Banche Vacillanti in aiuto dei Governi

L'Economist mette in dubbio il salvataggio "dalla porta di servizio" escogitato dalla BCE, sottolineando il pericoloso abbraccio tra banche in difficoltà e i governi in crisi

di Carmen Gallus, curatrice Dall'Estero, pubblicato il
L'Economist mette in dubbio il salvataggio

The Economist – Era sembrata un’idea geniale molto semplice. Dare alle banche accesso illimitato a finanziamenti a 3 anni della BCE, e non ci sarebbe voluto molto più di una gomitata e di una strizzatina d’occhi per far loro acquistare le obbligazioni dei paesi Europei periferici in difficoltà, al posto della BCE. Per chi è troppo semplice per leggere tra le righe, il Presidente Francese Nicolas Sarkozy, è stato esplicito: “Ciascuno Stato può rivolgersi alle sue banche, che avranno la liquidità a disposizione”

 

L’idea, tuttavia, sembra essere stata geniale solo a metà. Qualche ora dopo che Sarkozy esortava le banche a salvare i governi, l’Autorità Bancaria Europea (EBA) pubblicava i risultati del suo stress test aggiornato, secondo cui le banche Europee hanno bisogno di raccogliere € 115 miliardi di capitale supplementare, principalmente per compensare una caduta nel valore della loro partecipazione nei titoli di stato emessi dai paesi periferici Europei in crisi.


Le banche con i più grandi deficit di capitale sono le Spagnole, Greche e Italiane.
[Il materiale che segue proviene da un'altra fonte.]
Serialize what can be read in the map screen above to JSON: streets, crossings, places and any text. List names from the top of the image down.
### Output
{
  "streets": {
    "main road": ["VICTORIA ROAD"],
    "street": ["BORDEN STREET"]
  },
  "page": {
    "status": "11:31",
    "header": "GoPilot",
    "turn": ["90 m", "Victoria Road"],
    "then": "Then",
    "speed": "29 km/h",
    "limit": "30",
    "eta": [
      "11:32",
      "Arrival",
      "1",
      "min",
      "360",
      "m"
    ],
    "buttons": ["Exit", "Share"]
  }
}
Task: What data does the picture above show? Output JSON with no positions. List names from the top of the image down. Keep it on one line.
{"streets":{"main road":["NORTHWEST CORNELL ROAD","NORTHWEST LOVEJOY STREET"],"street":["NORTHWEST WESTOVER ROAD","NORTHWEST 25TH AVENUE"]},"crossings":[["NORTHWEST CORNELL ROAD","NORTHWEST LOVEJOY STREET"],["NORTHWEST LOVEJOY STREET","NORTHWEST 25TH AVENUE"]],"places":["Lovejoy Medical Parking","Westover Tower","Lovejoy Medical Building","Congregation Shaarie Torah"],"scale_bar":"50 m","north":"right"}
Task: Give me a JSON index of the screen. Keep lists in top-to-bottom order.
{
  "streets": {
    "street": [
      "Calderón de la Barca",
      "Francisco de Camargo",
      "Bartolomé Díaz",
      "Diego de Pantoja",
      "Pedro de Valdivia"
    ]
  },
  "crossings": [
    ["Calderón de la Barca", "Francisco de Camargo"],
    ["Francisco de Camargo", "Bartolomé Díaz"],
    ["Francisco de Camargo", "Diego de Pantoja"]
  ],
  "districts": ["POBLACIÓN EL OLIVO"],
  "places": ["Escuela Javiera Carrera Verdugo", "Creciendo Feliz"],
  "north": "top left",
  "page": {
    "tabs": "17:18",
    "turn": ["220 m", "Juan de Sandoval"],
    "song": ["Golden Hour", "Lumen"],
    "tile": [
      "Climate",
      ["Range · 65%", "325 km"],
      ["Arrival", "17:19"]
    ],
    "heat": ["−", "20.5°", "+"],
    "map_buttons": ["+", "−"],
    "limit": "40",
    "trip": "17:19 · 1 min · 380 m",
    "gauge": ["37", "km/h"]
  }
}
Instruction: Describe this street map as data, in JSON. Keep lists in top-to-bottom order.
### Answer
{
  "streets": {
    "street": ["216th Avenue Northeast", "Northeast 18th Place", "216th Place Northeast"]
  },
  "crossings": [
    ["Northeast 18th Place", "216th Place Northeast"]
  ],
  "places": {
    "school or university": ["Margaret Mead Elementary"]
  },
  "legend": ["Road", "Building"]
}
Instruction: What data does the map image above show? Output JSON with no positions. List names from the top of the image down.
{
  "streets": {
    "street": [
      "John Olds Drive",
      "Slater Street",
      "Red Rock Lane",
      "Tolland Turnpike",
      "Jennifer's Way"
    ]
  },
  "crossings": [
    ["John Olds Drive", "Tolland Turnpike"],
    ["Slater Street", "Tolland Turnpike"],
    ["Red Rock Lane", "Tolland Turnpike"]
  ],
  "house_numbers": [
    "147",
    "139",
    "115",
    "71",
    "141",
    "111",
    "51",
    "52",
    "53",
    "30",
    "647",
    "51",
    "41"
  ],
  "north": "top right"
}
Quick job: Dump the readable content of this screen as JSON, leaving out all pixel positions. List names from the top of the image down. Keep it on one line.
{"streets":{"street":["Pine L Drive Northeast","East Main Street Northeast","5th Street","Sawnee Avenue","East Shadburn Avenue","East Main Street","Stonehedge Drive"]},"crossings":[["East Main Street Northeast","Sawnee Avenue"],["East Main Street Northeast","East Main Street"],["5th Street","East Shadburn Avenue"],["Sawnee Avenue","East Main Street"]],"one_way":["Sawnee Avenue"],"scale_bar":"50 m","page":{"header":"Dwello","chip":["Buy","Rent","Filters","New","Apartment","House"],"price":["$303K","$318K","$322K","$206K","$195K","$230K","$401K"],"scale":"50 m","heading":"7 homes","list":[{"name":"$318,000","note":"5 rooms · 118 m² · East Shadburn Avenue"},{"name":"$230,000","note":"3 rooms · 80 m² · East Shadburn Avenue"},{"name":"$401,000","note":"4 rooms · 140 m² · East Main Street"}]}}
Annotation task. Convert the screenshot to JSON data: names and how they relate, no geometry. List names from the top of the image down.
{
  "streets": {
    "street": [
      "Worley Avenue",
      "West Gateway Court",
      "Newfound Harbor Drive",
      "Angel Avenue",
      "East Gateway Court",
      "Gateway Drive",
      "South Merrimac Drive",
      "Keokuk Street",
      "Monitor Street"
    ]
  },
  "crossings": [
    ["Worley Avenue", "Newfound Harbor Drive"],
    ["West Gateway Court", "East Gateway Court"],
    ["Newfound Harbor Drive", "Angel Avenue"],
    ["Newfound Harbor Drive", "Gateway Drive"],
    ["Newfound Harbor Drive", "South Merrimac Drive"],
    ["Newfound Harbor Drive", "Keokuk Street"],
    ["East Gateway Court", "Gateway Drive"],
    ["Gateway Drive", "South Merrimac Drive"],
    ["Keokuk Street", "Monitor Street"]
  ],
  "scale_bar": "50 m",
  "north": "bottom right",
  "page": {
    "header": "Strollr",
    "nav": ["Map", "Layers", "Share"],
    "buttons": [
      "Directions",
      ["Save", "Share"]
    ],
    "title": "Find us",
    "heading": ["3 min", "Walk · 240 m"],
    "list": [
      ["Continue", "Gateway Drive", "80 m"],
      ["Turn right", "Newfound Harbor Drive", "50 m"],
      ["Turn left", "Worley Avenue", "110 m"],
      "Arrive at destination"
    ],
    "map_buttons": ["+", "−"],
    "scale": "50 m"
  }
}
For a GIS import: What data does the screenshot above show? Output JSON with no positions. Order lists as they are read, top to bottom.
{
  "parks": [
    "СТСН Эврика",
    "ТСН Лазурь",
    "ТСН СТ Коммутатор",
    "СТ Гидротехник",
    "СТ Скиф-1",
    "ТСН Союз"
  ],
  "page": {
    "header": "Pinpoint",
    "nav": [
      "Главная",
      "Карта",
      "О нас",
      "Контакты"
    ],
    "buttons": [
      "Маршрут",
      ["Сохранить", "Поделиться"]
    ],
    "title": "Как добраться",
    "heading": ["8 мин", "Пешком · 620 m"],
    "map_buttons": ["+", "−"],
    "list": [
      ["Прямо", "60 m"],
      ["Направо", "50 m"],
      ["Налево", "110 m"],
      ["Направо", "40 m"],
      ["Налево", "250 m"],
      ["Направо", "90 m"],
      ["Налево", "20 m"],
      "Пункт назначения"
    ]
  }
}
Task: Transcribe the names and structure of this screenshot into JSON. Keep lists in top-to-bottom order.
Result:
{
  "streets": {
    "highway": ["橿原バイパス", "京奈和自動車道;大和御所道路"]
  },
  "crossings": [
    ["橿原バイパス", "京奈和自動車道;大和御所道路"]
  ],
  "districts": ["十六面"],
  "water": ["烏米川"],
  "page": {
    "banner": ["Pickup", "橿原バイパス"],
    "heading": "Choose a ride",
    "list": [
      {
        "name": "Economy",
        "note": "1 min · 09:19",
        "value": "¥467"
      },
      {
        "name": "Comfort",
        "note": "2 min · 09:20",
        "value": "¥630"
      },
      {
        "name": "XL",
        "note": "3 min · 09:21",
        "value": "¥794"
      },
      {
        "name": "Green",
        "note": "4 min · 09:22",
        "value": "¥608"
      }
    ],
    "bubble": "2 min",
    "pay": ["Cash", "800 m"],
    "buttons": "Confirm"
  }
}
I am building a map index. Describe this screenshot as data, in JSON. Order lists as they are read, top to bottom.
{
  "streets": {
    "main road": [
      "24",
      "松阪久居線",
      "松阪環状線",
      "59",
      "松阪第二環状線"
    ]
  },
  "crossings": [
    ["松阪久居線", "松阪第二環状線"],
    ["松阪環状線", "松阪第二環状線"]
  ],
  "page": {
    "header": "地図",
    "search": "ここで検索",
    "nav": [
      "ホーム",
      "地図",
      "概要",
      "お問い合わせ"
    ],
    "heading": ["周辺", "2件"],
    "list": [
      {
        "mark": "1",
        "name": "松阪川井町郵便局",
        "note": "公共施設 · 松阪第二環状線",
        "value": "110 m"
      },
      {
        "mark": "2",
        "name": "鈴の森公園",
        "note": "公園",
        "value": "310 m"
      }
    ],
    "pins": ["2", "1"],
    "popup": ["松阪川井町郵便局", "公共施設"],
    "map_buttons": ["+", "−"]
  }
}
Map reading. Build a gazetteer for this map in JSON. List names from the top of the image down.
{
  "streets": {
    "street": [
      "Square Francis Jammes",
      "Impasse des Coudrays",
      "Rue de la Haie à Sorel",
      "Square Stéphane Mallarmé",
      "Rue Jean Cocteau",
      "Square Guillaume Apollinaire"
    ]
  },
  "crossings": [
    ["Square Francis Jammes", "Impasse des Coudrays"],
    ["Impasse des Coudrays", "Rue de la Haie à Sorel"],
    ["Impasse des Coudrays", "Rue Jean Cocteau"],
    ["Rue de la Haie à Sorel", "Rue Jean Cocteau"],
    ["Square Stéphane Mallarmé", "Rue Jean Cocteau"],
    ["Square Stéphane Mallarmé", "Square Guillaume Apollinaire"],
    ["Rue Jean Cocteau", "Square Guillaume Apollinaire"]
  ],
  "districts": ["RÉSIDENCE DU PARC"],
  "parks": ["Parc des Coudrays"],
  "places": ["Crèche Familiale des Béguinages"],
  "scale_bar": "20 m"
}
Per molte potrebbe essere necessario ricorrere a fondi di salvataggio governativi per aumentare il capitale, creando un circolo vizioso di governi che salvano le loro banche, che a loro volta devono tirare fuori dai guai i governi. Le banche Italiane, per esempio, avranno bisogno di € 15 miliardi di capitali aggiuntivi, tra le quali UniCredit, la più grande banca Italiana, che detiene circa € 40 miliardi di debito pubblico Italiano e ha bisogno di raccogliere quasi € 8 miliardi di capitale. Le banche Spagnole hanno bisogno di € 26 miliardi. Nemmeno il cuore dell’Europa è stato risparmiato. Le banche della Germania, il più grande paese creditore della zona euro, hanno bisogno di capitale aggiuntivo e Commerzbank, la seconda più grande banca Tedesca, può anche trovarsi a chiedere aiuto al governo per riempire € 5,3 miliardi di buco nel suo bilancio.

 

Pochi mesi fa, le banche nei paesi periferici erano ben felici di riempire i loro caveau con obbligazioni emesse dai loro stessi governi. La maggior parte delle banche dei periferici vedevano i loro costi di finanziamento salire, e non avevano altra scelta che acquistare titoli di stato con rendimenti altrettanto elevati. “Che altro posso fare”, ha detto il capo di una grande banca italiana, in relazione alle sue grandi partecipazioni nei titoli di Stato Italiani.

 

Il loro ardore si è raffreddato a partire dalla fine di ottobre, quando l’EBA ha chiesto alle banche di accantonare capitale in più contro la possibilità di perdite in titoli di Stato della zona euro. Alcuni banchieri ora temono che i loro commercialisti possano costringerli al “mark to market” delle loro partecipazioni, e a mettere da parte capitale se i prezzi delle obbligazioni cadono. Questo impedirebbe alle banche di giocare d’azzardo per salvarsi, facendo grandi scommesse sulle obbligazioni.


Le banche dei paesi più ricchi saranno ancora meno inclini a dare una mano. “Le banche estere si sono preparate a sostenere grandi costi per vendere il debito ‘tossico’ estero sovrano, così l’idea ora di ricaricarselo sembra fantasiosa”, dice Jon Pace, analista di Nomura.

 

I governi che sperano in una mano d’aiuto nei mercati obbligazionari forse dovranno guardare oltre le loro banche vacillanti.